Here are some images as reference.

my car https://imgur.com/Dj6VNdP

my UVs https://imgur.com/GU7a91Q

reference https://imgur.com/JD86oJf

You do not need to break up the objects into groups and texture them individually, you can texture the entire car in a single Painter file and still use UDIMs. You can have a single OBJ file with UVs setup in tiles, just activate the 'Create a texture set per UDIM tile' checkbox when creating the project.

It all depends on how you define 'high quality', and how close the render camera will be. Star Wars-like camera flight through the profile of the tires? Given that you can export 8k textures for each UV tile you need to setup the tiles accordingly. Maybe e.g. put all tires into a single UV tile?

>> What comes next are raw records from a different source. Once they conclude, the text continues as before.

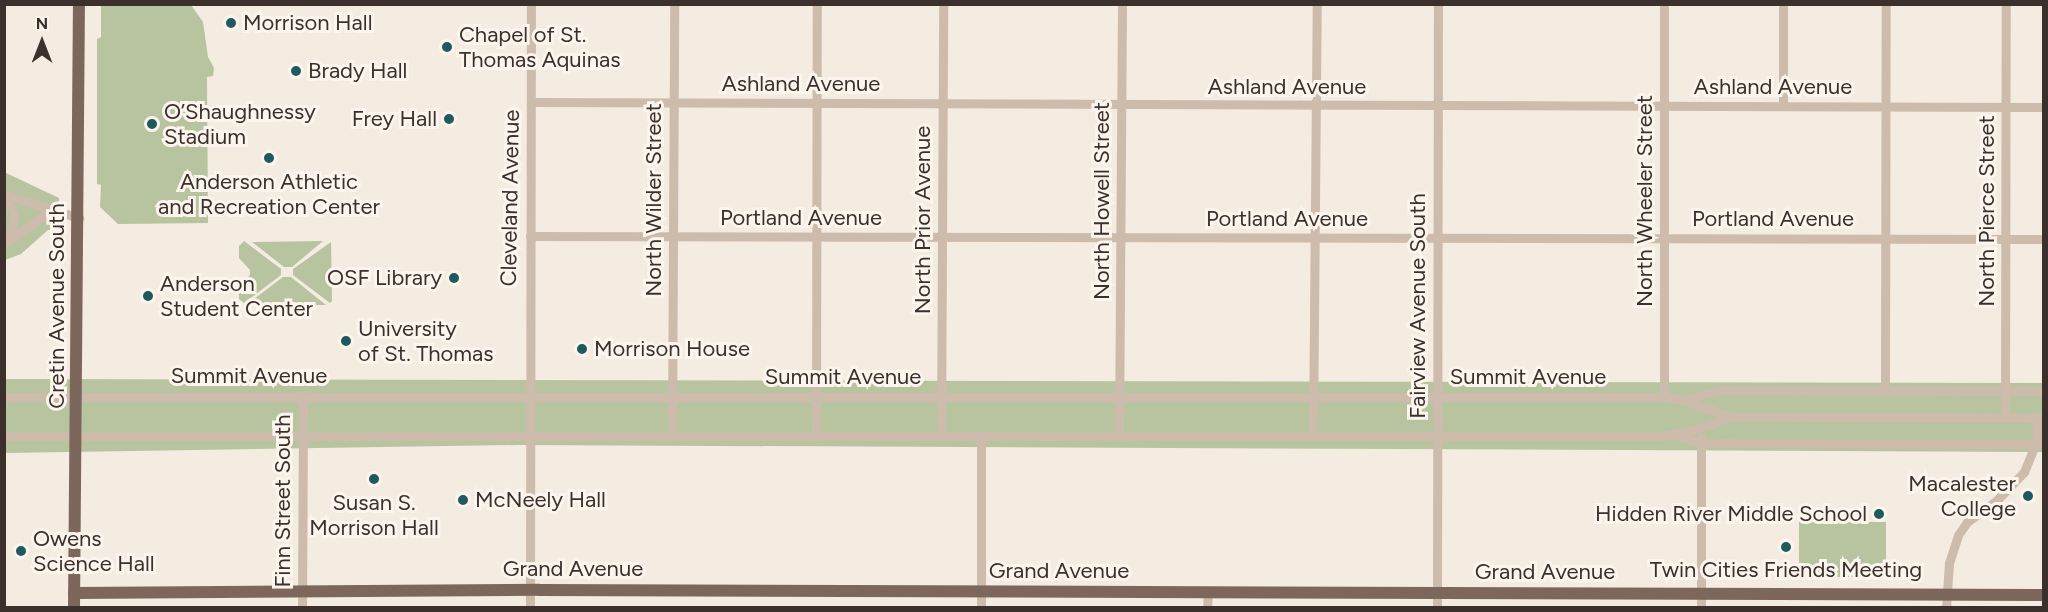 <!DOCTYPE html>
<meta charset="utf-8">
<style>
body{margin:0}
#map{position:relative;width:2048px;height:612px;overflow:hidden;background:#f4ebe1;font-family:Figtree,sans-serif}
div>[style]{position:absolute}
.green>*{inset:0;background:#b8c4a0}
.minor>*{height:9px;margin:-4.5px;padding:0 4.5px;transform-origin:4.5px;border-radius:4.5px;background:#cdbbac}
.major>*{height:12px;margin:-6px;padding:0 6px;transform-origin:6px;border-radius:6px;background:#7d675c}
.dots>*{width:16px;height:16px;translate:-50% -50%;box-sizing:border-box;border:3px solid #fbf5ee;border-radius:50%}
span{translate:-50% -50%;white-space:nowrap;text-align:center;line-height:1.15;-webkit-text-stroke:6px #fbf5ee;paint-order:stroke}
.poi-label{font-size:22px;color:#3b302b}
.left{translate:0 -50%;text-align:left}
.right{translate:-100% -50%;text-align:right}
.street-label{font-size:22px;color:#3b302b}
.frame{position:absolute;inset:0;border:6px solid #3b302b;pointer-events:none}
.north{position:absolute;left:12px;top:12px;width:60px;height:60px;-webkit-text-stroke:4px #fbf5ee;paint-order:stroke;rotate:0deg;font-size:16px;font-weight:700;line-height:24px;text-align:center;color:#3b302b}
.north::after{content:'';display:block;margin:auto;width:21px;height:27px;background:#3b302b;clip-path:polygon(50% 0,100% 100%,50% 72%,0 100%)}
</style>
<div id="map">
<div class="green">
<div style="clip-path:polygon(101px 5px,191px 5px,203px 22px,208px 57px,214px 68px,213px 76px,207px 77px,208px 223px,118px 224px,100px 207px,101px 185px,97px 184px,97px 39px,101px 37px)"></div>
<div style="clip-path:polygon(4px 172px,59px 198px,58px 230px,48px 230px,21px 254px,5px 260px)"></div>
<div style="clip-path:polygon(244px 241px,281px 269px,281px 275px,244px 303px,239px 299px,239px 286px,250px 275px,250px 270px,239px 258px,239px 246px)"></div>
<div style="clip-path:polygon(323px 241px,292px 267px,284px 267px,252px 242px)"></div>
<div style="clip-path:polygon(331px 242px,332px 301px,330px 303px,293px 275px,293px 269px)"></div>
<div style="clip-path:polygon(283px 277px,291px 277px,326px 305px,246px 305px)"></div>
<div style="clip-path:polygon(4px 379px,2043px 383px,2044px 452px,518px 445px,5px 453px)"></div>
<div style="clip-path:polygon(1799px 517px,1820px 517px,1829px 522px,1886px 522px,1886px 577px,1799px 577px)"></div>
</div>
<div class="minor">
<div style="left:531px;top:102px;width:1513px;rotate:0.19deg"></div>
<div style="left:1783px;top:106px;width:102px;rotate:-90deg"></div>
<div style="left:4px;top:194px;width:22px;rotate:63deg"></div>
<div style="left:14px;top:214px;width:25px;rotate:99deg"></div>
<div style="left:10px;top:239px;width:8px;rotate:140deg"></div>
<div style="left:6px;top:195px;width:77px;rotate:17.5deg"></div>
<div style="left:530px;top:236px;width:1514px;rotate:0.11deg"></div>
<div style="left:10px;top:239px;width:51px;rotate:-34.6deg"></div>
<div style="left:1885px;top:391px;width:387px;rotate:-89.9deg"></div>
<div style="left:4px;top:397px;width:1660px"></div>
<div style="left:1664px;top:397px;width:18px;rotate:9deg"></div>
<div style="left:1682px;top:400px;width:52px;rotate:19.1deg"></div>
<div style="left:1731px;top:417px;width:313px;rotate:0.2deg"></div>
<div style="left:1664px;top:397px;width:393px;rotate:-90deg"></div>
<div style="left:1682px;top:400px;width:40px;rotate:-14.4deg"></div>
<div style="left:1721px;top:390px;width:323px;rotate:0.2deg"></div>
<div style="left:2005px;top:417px;width:413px;rotate:-89.9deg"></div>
<div style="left:672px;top:434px;width:430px;rotate:-89.7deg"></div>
<div style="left:816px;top:434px;width:430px;rotate:-89.9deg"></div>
<div style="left:1313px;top:434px;width:430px;rotate:-89.5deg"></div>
<div style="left:941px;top:435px;width:431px;rotate:-89.7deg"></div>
<div style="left:1119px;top:435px;width:431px;rotate:-89.6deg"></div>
<div style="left:1675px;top:435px;width:27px;rotate:17deg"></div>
<div style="left:1701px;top:443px;width:343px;rotate:0.2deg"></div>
<div style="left:4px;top:436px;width:1656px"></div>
<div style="left:1660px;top:436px;width:30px;rotate:-9deg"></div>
<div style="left:1690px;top:431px;width:43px;rotate:-18.9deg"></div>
<div style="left:981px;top:436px;width:172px;rotate:90deg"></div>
<div style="left:1701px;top:437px;width:171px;rotate:90deg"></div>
<div style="left:302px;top:608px;width:213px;rotate:-89.7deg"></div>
<div style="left:530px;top:608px;width:604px;rotate:-89.91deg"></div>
<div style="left:1207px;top:608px;width:15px;rotate:-86deg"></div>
<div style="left:1437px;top:608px;width:604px;rotate:-89.91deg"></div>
<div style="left:1946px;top:608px;width:45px;rotate:-86.2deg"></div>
<div style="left:1949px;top:563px;width:29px;rotate:-72deg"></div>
<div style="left:1958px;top:535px;width:16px;rotate:-55deg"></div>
<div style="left:1967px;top:522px;width:37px;rotate:-36deg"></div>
<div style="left:1997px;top:500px;width:39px;rotate:-46deg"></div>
<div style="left:2024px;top:472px;width:31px;rotate:-68deg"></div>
<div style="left:2036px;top:443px;width:26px;rotate:-86deg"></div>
</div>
<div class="major">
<div style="left:74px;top:593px;width:465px;rotate:-0.4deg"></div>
<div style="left:539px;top:590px;width:1505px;rotate:0.19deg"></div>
<div style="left:74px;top:608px;width:604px;rotate:-89.53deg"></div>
</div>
<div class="dots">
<div style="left:231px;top:23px;background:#1f5a5e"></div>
<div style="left:447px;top:47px;background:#1f5a5e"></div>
<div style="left:296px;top:71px;background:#1f5a5e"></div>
<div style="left:449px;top:119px;background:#1f5a5e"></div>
<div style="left:152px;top:124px;background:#1f5a5e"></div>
<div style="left:269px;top:158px;background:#1f5a5e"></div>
<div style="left:454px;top:278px;background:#1f5a5e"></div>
<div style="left:148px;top:296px;background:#1f5a5e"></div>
<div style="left:346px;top:341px;background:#1f5a5e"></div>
<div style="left:582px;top:349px;background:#1f5a5e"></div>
<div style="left:374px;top:479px;background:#1f5a5e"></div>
<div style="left:2028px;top:496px;background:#1f5a5e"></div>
<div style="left:463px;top:500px;background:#1f5a5e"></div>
<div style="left:1879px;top:514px;background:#1f5a5e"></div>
<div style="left:1786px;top:547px;background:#1f5a5e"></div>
<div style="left:21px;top:551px;background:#1f5a5e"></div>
</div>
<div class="poi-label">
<span class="left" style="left:243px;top:23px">Morrison Hall</span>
<span class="left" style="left:459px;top:47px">Chapel of St.<br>Thomas Aquinas</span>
<span class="left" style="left:308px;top:71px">Brady Hall</span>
<span class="left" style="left:164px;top:124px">O’Shaughnessy<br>Stadium</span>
<span class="right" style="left:437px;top:119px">Frey Hall</span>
<span style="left:269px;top:194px">Anderson Athletic<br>and Recreation Center</span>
<span class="right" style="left:442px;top:278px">OSF Library</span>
<span class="left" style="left:160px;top:296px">Anderson<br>Student Center</span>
<span class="left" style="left:358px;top:341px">University<br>of St. Thomas</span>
<span class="left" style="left:594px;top:349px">Morrison House</span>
<span class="right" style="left:2016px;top:496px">Macalester<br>College</span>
<span class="left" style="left:475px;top:500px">McNeely Hall</span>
<span style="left:374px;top:515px">Susan S.<br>Morrison Hall</span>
<span class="right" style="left:1867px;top:514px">Hidden River Middle School</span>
<span class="left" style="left:33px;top:551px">Owens<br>Science Hall</span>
<span style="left:1786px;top:570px">Twin Cities Friends Meeting</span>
</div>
<div class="street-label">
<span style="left:801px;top:84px">Ashland Avenue</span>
<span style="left:1287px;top:87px">Ashland Avenue</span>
<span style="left:1773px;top:87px">Ashland Avenue</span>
<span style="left:510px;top:198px;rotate:-89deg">Cleveland Avenue</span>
<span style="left:654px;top:200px;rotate:-90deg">North Wilder Street</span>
<span style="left:1102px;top:201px;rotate:-90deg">North Howell Street</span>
<span style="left:1645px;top:201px;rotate:-90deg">North Wheeler Street</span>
<span style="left:1987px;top:211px;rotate:-90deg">North Pierce Street</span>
<span style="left:801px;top:218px">Portland Avenue</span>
<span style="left:1287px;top:219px">Portland Avenue</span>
<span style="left:1773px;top:219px">Portland Avenue</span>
<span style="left:923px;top:220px;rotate:-90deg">North Prior Avenue</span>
<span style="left:57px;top:306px;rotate:-90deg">Cretin Avenue South</span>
<span style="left:1418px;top:306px;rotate:-90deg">Fairview Avenue South</span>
<span style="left:249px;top:376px">Summit Avenue</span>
<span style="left:843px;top:377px">Summit Avenue</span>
<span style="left:1528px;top:377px">Summit Avenue</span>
<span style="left:283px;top:501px;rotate:-90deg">Finn Street South</span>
<span style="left:573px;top:569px">Grand Avenue</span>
<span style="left:1059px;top:571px">Grand Avenue</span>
<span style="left:1545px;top:572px">Grand Avenue</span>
</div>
<div class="frame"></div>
<div class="north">N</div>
</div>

Give it a try, assign some materials, paint a couple of strokes. If you don't get enough resolution, edit the UVs and re-import the mesh. You will not lose any of your work (manual paint strokes will only be preserved in the correct location if you don't move the geometry).
Last Edit: February 05, 2018, 11:20:37 am

Jethro Au O,

While Substance Painter allows for a UDIM layout of your UVs, it does not allow painting across UDIMs.  This is relevant when trying to achieve "film" quality resolutions.  As an example, assume you have a basic hero character and that your camera will get close to the character's face, such that the eyes and nose will fill the screen.  Using a 2K pixel film screen width, the width of the character's face UVs would need to roughly span the full width of a UV tile for a 2K texture.  If the characters full body is to be UV'd at the same resolution, this would require that the body span many UDIMs.  If you needed an even higher resolution, or texel density, than the character would need to span even more UDIMs (effectively scaling up the UV's).  While Substance Painter would accept the several UDIMs of this scenario, it would not allow you to paint across them.  You would have to paint each individual UDIM of the body separately.  Imagine trying to paint details on the character's head or chest when it spans 4+ UDIMs and you have to paint each one separately.  Matching details across UDIM seams would be very tedious.  This is simply not feasible.

Until Substance Painter allows for painting across UDIMs, your UDIMs will need to represent discrete paintable units of your models (e.g., each object on its own UDIM tile, each material on its own UDIM tile, each unique part of your model on its own UDIM tile, etc.).  In this scenario, Substance Painter can be quite beneficial.